Miss Marble looked at the note in front of her and was immediately concerned.
It had been a long time since she received a request for jammshup. She was concerned because she remembered well what jammshup was and it was not a potion to trifle with.
In Medieval times it was used as a truth serum. It was very effective as one drop on your tongue sent your mind into such a spin that you were more than willing to answer any question as truthfully as you could to spare yourself another drop of the potion.
But time and sensibilities had changed. The potion, which she always thought was barbaric, had been outlawed by the Assembly Of Covens and although the recipe still existed it was never used beyond the 1600s.
But the name on the order bothered her as well. Delorus Mountpony, Miss Marble thought was long dead. She had been a form of inquisitor back when inquisitors were a penny a dozen.
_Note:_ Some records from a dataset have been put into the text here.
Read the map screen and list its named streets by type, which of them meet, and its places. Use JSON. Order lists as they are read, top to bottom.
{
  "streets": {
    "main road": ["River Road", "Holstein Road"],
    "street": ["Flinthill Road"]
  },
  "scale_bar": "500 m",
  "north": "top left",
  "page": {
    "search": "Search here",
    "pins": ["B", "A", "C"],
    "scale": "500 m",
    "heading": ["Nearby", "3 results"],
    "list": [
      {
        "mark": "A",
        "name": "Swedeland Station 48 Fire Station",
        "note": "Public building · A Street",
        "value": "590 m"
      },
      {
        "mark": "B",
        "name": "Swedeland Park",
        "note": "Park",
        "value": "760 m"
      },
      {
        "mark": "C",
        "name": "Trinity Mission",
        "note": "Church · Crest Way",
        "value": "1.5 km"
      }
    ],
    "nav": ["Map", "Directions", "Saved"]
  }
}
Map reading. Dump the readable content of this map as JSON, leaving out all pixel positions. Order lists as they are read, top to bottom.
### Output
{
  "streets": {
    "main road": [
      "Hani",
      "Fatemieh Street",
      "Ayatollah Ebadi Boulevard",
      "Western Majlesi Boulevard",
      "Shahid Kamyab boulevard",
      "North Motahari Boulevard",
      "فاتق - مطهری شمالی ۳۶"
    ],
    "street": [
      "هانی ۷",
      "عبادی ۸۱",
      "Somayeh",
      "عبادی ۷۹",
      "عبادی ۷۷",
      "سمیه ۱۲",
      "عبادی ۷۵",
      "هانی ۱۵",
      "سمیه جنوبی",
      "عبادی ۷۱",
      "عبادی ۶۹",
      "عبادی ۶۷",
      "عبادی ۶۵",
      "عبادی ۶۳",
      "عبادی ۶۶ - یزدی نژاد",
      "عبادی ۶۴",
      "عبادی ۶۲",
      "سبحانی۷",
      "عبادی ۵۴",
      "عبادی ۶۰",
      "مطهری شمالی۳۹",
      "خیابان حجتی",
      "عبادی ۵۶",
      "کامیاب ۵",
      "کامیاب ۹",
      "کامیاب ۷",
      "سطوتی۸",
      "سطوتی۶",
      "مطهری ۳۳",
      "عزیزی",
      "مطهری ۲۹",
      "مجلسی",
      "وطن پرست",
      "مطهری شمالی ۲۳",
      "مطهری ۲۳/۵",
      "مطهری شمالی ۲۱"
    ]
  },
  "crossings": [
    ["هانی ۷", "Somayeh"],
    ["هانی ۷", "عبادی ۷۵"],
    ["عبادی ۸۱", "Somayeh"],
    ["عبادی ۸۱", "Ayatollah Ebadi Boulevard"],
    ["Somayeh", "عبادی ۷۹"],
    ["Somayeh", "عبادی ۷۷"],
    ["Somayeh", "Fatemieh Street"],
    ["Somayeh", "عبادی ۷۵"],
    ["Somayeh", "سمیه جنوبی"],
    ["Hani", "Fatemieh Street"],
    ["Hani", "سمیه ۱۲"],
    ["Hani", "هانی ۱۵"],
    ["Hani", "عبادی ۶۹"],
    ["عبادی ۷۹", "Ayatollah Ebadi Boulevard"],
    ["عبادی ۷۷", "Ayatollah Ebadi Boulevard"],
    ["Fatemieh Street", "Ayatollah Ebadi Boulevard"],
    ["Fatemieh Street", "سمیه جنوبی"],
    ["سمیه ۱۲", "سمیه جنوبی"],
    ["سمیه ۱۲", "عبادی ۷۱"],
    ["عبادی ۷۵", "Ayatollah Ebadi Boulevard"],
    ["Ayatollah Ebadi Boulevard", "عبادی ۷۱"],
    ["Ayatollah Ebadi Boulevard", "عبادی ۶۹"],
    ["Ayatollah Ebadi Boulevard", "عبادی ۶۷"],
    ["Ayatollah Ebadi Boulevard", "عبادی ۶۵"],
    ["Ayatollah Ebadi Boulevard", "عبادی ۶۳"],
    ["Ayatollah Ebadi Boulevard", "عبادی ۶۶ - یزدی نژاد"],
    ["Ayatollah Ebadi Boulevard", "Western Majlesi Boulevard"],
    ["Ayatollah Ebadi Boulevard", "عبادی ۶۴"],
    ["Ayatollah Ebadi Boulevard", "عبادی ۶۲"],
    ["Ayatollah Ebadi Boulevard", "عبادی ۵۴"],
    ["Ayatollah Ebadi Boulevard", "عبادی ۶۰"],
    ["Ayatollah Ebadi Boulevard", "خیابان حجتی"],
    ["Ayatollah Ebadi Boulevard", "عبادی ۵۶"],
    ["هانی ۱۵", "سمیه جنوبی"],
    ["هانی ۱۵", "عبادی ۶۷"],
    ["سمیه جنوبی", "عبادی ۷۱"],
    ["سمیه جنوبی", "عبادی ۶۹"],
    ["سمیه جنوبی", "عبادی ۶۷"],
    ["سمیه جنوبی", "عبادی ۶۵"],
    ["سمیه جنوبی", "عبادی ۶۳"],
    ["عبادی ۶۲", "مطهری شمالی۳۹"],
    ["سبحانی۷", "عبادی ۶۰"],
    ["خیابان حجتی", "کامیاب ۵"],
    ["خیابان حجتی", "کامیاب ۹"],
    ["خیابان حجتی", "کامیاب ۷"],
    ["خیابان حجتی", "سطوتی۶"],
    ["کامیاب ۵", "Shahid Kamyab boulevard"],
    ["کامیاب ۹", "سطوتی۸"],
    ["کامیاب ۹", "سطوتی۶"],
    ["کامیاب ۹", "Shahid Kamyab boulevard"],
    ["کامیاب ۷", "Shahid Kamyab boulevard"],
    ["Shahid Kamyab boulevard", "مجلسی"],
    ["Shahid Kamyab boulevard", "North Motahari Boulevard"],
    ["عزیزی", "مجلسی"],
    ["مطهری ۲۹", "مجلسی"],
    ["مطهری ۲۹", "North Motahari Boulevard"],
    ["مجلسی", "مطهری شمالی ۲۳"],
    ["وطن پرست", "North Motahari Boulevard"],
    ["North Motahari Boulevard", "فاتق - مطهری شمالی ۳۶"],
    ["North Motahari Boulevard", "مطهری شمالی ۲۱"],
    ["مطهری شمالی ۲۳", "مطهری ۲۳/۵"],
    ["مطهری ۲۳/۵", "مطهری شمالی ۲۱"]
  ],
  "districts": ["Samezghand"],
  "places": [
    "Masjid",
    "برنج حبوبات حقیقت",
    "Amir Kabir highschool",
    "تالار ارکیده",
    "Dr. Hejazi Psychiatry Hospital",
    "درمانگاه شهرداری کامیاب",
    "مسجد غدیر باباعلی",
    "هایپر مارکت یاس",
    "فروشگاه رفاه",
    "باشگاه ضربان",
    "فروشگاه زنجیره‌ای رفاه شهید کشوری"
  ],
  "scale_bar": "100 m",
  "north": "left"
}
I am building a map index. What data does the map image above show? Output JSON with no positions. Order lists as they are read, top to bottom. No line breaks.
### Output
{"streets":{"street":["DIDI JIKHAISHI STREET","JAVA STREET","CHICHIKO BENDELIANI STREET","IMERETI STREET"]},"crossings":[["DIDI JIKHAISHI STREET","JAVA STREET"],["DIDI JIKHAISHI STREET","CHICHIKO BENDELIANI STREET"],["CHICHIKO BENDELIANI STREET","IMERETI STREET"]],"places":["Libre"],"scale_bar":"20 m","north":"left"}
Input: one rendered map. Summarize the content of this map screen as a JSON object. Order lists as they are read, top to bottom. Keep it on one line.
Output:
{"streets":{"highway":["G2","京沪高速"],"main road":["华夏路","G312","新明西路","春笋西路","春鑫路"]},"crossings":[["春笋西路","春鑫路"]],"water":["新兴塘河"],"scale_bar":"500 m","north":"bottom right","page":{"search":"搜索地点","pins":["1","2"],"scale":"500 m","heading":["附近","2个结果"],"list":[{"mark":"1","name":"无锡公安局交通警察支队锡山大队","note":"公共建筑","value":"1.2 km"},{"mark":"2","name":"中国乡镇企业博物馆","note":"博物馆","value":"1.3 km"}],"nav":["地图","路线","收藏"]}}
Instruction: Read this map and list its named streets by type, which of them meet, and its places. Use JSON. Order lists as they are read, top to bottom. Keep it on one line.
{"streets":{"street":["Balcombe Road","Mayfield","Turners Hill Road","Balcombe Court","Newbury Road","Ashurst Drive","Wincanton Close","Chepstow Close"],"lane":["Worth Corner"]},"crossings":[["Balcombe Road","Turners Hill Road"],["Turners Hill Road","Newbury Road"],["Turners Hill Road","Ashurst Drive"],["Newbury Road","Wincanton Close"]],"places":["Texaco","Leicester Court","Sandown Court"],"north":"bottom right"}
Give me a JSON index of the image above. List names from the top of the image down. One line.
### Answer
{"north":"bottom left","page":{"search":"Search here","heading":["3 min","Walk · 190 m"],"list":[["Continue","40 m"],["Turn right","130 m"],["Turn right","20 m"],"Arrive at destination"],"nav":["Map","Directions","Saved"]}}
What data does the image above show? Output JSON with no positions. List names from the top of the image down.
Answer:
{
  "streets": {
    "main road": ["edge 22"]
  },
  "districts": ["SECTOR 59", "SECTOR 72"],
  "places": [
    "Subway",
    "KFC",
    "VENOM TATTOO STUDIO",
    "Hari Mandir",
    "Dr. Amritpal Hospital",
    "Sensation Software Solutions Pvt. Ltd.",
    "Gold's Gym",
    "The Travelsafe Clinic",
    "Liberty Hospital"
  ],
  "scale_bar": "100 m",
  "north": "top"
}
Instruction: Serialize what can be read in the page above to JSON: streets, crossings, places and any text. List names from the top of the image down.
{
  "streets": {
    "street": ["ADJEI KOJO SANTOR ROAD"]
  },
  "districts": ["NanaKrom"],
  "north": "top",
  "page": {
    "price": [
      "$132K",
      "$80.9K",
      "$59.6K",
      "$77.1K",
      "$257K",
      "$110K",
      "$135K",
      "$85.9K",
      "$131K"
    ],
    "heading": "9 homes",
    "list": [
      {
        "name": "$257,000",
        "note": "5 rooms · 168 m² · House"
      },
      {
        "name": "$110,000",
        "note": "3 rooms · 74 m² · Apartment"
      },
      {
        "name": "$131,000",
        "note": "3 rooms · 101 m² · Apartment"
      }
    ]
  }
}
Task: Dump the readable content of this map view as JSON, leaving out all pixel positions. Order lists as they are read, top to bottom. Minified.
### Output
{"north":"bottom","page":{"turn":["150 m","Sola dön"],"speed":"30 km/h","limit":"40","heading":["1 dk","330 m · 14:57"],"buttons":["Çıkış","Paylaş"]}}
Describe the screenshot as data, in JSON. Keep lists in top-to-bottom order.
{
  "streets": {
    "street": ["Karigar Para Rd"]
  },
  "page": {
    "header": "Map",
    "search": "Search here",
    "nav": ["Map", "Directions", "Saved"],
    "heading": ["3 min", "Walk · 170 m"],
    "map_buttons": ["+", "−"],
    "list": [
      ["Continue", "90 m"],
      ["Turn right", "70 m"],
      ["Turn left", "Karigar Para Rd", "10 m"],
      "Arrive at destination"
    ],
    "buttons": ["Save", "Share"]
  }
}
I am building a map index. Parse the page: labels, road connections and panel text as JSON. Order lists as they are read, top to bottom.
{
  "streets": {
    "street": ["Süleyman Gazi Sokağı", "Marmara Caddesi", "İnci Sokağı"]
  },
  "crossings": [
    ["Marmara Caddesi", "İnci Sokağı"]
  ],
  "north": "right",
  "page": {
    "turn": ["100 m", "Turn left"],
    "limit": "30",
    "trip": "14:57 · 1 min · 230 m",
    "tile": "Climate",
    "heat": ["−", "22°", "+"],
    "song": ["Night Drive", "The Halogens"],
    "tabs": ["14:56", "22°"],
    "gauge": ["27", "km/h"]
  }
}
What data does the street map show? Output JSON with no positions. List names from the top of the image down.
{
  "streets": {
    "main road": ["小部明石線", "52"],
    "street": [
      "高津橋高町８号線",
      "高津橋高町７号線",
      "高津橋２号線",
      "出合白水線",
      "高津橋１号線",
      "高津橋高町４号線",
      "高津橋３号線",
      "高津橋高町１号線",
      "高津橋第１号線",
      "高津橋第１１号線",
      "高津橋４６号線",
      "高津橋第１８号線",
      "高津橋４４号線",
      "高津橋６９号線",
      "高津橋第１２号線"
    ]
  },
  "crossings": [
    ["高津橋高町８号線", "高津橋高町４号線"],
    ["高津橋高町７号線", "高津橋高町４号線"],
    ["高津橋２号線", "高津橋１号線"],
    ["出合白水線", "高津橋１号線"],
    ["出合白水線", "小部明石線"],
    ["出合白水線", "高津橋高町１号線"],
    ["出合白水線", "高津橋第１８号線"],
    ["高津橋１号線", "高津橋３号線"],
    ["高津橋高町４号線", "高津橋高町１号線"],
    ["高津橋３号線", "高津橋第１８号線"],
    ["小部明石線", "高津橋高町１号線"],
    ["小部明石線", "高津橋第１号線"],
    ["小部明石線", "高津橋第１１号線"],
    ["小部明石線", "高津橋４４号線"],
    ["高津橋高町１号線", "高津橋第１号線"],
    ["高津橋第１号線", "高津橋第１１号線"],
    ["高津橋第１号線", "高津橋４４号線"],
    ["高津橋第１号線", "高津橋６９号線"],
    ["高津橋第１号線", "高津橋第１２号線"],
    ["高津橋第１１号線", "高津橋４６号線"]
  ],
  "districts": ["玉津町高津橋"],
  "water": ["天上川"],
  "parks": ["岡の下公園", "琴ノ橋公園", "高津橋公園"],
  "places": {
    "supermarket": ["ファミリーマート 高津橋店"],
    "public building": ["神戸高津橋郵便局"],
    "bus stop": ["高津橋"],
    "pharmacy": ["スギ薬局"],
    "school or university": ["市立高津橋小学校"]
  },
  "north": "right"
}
Below the name was a mobile telephone number and Miss Marble was surprised to hear Delorus’ voice when she rang the number.
Delorus it turned out was up to her old tricks, contracted by the Pony Road Gang, a hideous group of thugs from the other side of the tracks, she had need of the potion to help out an old friend, as she put it.
Miss Marble knew the dangers of the potion and refused to consider the order, especially for Delorus Mountpony, and told her so.
When Miss Marble refused you even Delorus knew better than to threaten or try to cajole you. Delorus and her friends would have to make use of more conventional methods to extract whatever truth they needed.
As for Miss Marble the thought of making the potion, of digging the worms she needed from her garden and boiling them in rats faeces was not a smell she wanted lingering in her kitchen. It was little wonder victims in the past had given up all and every secret, as she knew how horrible it was to smell let alone have to taste.
She shuddered as she screwed up Delorus’ note and cast it into the kitchen fire.